State Watch

DC police reform commission recommends shrinking size of force

The D.C. Police Reform Commission released a 259-page report with dozens of recommendations on Thursday, including educing the size of the city’s Metropolitan Police Department. 

The group recommended that a congressional mandate that requires the city’s police department have at least 3,000 officers be done away with.

“Decentering police requires shifting our collective focus and resources to invest far more in community-centered programs that prevent harm, while simultaneously realigning and reducing the size, responsibilities, and budget of MPD in line with a narrower scope of work for police,” the commission wrote in its recommendation.

“This shift must occur strategically: a smaller MPD does not guarantee a more community-responsive, less harmful, and ultimately more effective department,” it wrote.

Other recommendations included reducing the police presence in schools and calling for the use of behavioral health care professionals for certain crises.

The commission worked on its report titled “Decentering Police To Improve Public Safety” for around seven months. 

The report “as a whole, reflects the views of the overwhelming majority of Commissioners,” the 20-member group wrote.

Apart from how to handle crises, the commission also made recommendations on how to prevent them from happening, such as expanding safety nets for vulnerable people.

“The District needs to expand and create community-based services and other resources that meet people’s underlying needs and thus improve the quality of life for District residents and prevent many emergencies from arising in the first place,” the commission wrote.

Christy Lopez, a former Department of Justice official and a co-chair of the commission, told DCist that the commission was instructed to “re-envision policing and public safety.”

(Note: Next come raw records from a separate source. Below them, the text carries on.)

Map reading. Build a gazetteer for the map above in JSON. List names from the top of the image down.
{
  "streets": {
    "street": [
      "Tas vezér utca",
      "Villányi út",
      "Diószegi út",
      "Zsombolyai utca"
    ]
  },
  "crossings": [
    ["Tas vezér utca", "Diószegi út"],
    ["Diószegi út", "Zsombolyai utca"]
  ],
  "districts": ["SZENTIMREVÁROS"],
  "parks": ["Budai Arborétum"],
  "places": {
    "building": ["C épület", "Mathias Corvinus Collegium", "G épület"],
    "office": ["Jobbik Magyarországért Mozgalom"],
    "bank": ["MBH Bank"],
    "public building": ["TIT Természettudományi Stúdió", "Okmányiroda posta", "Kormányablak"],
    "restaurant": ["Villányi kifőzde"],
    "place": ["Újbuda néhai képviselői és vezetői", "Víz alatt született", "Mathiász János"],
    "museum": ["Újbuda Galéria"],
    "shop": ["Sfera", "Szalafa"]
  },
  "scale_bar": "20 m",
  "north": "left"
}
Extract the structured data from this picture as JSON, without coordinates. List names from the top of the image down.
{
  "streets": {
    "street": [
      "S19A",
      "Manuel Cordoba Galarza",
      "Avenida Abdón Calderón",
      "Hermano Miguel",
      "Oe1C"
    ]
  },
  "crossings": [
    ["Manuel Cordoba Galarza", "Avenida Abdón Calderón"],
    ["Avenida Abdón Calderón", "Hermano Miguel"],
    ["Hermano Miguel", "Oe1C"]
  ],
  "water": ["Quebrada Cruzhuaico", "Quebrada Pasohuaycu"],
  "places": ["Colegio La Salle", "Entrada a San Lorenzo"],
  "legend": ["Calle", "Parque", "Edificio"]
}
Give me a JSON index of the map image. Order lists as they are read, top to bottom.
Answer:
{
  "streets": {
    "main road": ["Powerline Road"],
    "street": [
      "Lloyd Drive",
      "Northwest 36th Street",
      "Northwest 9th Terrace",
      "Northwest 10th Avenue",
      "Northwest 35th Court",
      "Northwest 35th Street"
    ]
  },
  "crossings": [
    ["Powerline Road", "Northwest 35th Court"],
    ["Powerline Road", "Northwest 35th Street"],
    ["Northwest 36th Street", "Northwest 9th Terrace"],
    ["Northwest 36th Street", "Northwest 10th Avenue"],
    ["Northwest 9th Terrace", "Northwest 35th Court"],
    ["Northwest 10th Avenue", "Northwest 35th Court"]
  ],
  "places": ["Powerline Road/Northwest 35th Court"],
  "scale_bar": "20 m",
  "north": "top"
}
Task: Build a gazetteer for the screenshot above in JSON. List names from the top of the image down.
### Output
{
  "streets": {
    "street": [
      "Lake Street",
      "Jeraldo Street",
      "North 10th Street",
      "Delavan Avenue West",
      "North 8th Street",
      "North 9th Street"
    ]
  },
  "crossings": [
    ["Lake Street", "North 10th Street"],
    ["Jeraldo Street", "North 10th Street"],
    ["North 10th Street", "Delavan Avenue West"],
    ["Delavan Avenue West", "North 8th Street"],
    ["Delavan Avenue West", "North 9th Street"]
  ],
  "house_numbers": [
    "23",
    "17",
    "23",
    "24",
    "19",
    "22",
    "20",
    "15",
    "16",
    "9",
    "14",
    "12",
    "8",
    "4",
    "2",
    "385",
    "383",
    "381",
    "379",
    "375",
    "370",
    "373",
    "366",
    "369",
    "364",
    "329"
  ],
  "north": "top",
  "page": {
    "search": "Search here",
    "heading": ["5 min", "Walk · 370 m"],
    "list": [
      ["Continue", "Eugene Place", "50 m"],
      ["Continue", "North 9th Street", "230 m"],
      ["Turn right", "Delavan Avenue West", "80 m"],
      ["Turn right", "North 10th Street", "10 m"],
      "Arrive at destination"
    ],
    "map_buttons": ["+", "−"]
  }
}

“We didn’t want to have a set of anodyne recommendations that were of kind of boilerplate. We wanted to make sure that our commission report didn’t just talk about policing, but the entire public safety infrastructure,” Lopez said.

Lopez acknowledged that there will likely be some pushback and hesitation to the recommendations, but said she believes many officers and department heads will agree with the commission’s report.

“The Metropolitan Police Department has a history of embracing independent review and analysis of agency practices to implement positive change,” acting Deputy D.C. Mayor for Public Safety and Justice Chris Geldart said in a statement to DCist.

“We appreciate the time and effort that the D.C. Police Reform Commission members have invested in this,” Geldart added. “We will be ready to work with Mayor Bowser, the Metropolitan Police Department, and the council in determining the best steps forward for the District.”